Revision as of 03:22, 31 May 2011

  • Generics is a way to enforce ONLY compile-time type safety.
  • All the type information is not present at run-time. The compiler strips out type information from the bytecode using a process called type erasure.
  • WHY Type erasure ? To ensure backward compatibility with legacy code.
  • This compile-time safety is broken when generic and non-generic legacy code are mixed up.
  • Watch out when autoboxing is involved with legacy code.
List l = new ArrayList();
l.add(123); //Auto-boxing happens.
int i = l.get(0); //Compile-time error.

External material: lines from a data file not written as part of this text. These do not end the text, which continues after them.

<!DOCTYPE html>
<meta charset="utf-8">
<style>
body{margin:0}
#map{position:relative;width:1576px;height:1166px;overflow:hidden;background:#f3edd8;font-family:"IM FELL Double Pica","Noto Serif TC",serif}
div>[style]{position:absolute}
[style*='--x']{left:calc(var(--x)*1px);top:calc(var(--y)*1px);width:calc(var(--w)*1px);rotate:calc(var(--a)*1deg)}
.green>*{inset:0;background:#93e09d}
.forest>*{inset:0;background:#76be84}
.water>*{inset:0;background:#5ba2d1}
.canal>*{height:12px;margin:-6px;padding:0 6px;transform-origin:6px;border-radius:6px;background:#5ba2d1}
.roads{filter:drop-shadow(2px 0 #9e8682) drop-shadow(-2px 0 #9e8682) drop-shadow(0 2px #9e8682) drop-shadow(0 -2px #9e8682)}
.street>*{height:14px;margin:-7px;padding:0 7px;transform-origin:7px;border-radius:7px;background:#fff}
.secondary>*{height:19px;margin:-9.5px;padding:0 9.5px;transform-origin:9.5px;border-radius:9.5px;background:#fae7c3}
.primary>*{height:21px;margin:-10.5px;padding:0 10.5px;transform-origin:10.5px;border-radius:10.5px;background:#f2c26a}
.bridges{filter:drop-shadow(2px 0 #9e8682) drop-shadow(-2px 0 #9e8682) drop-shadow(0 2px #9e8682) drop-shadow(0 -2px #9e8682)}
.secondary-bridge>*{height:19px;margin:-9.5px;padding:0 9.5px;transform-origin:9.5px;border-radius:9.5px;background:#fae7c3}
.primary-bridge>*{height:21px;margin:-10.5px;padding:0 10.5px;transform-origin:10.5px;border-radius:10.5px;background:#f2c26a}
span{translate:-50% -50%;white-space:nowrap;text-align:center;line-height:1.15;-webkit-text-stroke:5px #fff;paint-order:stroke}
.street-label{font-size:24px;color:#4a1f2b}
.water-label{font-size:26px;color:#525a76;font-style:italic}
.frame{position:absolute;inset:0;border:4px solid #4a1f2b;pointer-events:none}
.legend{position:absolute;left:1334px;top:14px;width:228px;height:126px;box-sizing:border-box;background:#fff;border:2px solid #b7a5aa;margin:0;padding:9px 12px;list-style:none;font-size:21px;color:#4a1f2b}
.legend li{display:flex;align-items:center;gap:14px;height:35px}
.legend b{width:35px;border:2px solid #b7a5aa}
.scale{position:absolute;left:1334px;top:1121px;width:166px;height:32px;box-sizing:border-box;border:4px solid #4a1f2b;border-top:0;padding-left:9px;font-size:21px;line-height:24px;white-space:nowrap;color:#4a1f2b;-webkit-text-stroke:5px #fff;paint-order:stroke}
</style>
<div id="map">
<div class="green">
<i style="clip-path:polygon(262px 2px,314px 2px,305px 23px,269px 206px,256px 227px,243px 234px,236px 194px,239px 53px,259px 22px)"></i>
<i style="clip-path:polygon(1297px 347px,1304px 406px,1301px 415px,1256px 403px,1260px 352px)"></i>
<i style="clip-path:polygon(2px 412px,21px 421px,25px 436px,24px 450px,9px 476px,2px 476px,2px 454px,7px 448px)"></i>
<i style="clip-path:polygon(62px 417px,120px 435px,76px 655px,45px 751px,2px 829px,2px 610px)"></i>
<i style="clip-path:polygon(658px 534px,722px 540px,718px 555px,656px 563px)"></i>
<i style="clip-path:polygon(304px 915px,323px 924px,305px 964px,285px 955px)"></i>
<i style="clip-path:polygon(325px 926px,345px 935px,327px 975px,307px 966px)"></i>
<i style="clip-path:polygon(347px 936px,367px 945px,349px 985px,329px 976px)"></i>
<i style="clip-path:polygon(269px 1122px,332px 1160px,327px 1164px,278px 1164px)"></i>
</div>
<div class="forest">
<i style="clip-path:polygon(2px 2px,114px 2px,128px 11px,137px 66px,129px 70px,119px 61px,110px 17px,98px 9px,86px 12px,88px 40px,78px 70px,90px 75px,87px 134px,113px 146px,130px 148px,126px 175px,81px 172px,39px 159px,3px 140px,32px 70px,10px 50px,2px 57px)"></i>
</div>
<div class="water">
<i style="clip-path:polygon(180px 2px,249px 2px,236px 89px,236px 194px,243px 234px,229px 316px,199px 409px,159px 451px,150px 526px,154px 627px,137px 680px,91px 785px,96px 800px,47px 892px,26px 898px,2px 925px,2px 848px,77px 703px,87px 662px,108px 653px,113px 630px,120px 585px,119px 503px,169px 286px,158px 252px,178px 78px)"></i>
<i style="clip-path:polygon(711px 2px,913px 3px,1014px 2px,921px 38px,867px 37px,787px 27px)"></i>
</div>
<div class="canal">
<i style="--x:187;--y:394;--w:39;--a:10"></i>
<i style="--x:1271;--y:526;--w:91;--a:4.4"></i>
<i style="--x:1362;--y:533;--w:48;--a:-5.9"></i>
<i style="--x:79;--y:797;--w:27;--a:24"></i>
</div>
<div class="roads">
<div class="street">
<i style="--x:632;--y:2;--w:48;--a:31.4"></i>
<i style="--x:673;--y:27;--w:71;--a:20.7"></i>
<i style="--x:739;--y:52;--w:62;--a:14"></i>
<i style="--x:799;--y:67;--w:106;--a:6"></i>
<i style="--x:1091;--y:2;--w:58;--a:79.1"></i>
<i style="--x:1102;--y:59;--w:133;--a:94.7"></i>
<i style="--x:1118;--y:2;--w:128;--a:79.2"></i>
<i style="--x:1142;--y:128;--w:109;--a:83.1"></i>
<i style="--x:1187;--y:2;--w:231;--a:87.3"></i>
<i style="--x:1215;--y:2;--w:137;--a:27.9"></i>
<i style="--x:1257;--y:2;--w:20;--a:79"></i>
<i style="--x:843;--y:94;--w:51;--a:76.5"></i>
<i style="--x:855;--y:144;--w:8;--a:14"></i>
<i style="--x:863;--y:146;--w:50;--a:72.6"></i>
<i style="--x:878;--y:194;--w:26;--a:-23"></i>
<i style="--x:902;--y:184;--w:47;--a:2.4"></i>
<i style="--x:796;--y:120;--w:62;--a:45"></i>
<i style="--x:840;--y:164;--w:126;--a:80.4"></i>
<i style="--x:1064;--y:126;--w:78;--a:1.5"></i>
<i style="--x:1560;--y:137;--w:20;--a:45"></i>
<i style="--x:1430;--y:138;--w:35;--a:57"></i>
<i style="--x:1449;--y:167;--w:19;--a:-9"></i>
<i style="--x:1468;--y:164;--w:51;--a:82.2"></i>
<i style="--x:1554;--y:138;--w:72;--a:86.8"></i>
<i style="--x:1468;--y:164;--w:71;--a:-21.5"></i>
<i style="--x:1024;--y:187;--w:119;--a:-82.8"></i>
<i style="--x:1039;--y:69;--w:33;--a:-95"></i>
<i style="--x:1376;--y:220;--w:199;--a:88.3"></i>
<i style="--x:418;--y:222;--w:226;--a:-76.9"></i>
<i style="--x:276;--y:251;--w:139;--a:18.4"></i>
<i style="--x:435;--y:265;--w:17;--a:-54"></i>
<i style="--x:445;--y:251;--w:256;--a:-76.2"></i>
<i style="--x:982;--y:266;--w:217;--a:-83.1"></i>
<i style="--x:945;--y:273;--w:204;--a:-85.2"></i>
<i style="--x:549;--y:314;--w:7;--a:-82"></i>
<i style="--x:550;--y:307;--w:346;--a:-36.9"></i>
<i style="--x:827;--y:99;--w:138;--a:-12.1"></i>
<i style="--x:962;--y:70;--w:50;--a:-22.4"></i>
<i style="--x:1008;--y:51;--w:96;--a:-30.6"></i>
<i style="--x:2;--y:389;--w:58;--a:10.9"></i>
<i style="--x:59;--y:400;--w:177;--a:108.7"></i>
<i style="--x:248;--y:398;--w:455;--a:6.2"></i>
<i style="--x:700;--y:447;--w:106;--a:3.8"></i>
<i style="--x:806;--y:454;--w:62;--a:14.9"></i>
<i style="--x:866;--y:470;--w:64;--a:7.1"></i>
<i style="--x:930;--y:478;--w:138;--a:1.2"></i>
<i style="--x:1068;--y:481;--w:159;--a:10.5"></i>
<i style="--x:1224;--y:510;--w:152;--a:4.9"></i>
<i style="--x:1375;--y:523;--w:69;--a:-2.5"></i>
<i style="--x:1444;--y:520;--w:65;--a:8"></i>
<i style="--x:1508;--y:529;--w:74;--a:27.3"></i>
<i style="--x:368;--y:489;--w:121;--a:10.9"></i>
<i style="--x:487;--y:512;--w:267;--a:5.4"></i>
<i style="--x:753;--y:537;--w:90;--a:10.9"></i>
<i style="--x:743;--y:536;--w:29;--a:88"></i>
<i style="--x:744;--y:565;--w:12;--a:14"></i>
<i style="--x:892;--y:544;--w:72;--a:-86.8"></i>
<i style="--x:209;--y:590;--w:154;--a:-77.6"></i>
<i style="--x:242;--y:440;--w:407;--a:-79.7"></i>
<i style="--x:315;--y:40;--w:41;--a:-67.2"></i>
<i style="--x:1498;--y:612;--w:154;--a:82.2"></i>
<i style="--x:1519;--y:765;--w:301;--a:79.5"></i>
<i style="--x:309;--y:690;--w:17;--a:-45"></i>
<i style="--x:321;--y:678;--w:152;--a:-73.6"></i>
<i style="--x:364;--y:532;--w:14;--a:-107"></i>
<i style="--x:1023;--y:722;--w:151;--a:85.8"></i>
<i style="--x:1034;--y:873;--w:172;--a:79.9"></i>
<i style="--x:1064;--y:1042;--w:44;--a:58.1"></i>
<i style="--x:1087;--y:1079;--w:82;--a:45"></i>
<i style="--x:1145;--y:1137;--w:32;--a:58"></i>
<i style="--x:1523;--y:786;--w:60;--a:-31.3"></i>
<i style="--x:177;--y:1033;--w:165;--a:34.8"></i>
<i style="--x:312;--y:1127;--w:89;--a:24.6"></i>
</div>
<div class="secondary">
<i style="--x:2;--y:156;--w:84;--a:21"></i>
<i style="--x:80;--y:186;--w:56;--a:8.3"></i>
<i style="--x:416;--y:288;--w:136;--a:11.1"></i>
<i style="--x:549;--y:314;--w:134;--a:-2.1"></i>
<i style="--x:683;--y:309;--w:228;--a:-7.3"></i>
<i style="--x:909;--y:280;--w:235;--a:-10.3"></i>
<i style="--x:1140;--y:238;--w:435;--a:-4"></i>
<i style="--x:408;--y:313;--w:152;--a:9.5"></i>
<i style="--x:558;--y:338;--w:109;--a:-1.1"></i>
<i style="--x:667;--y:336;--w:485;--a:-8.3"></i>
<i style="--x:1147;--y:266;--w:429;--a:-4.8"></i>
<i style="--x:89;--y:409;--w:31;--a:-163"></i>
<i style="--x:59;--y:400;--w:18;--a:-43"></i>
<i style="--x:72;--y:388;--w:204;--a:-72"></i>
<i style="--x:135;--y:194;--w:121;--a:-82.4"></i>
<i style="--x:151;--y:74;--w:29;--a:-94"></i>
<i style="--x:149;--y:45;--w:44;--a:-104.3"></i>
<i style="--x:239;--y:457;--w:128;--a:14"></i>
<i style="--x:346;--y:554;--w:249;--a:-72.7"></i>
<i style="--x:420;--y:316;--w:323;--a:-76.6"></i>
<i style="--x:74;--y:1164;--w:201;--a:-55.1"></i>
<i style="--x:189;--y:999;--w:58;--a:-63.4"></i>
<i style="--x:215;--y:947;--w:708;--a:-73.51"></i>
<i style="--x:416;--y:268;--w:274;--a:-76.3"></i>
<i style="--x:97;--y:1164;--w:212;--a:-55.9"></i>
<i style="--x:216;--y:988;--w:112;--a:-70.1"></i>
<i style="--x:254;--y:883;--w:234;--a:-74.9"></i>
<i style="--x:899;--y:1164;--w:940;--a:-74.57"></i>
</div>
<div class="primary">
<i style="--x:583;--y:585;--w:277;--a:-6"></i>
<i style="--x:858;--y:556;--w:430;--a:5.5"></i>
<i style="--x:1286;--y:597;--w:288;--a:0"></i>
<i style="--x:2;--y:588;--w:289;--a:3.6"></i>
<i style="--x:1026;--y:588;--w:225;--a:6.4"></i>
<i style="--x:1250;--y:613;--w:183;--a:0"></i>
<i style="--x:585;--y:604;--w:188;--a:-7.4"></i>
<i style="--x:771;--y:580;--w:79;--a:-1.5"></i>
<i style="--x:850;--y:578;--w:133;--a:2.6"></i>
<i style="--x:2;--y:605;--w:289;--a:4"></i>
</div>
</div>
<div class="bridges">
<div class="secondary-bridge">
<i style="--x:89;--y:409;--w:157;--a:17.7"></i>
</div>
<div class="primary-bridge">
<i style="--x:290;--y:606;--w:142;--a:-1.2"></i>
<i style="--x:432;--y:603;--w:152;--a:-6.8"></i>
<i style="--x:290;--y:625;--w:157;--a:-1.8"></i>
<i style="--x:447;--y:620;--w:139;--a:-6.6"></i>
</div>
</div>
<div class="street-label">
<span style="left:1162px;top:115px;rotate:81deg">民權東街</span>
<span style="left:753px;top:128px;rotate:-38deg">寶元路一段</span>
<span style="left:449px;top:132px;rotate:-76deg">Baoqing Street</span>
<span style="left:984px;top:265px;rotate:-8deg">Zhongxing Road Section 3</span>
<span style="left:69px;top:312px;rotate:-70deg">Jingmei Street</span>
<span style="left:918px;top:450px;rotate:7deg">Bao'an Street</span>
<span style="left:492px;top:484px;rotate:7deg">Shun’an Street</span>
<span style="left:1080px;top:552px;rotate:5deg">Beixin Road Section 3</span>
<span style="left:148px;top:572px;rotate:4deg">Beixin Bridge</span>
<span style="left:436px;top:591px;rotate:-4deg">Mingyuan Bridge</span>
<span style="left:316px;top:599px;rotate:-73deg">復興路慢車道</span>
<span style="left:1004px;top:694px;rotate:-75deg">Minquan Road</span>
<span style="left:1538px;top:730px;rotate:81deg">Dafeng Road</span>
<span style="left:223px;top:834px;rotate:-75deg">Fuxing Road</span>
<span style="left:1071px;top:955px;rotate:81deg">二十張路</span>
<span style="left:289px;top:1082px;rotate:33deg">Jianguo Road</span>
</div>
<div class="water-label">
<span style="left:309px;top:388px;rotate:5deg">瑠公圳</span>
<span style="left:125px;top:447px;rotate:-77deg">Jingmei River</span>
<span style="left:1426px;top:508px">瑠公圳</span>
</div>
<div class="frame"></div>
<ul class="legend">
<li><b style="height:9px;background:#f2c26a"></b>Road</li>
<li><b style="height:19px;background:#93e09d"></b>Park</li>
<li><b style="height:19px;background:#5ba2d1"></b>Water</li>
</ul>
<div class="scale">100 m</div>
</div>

Autounboxing cant work because get() returns Object and not Integer.


Polymorphism and Generics

List<String> list = new ArrayList<String>();

Polymorphism only applies to the base type i.e list can be declared as arraylist You CANNOT do this:

 List<Animal> obj = new ArrayList<Dog>(); //NOT POSSIBLE

WHY ?

To prevent scenarios where you cannot add say, a Cat object to a Dog List. If the above conversion were possible it will be possible to do so. See below:

//NOTE : This is not possible actually, because the compiler prevents it.
public void foo() {
   List<Dog> dList = new ArrayList<Dog>();
   addAnimal(dList); //Compiler flags an error here. a Dog list cannot be assigned to an Animal list
}

private void addAnimal(List<Animal> aList) {
  aList.add(new Cat());
}

However, the SAME thing is possible with Arrays

public void foo() {
   Dog[] dA = new Dog[]{};
   addAnimal(dList); 
}

private void addAnimal(Animal[] aa) {
  aa[0] = new Cat(); //This will cause a runtime ArrayStoreException
}
  • The reason why it such polymorphism is possible with Arrays but not with collections is because of Type Erasure.
  • Since there is no type information at run-time, JVM cannot raise an exception.
  • This will be exactly the same problem when type-safe collections are mixed with non-type safe ones.
  • So, the compiler will prevent such polymorphic assignments when we are dealing with type-safe collections.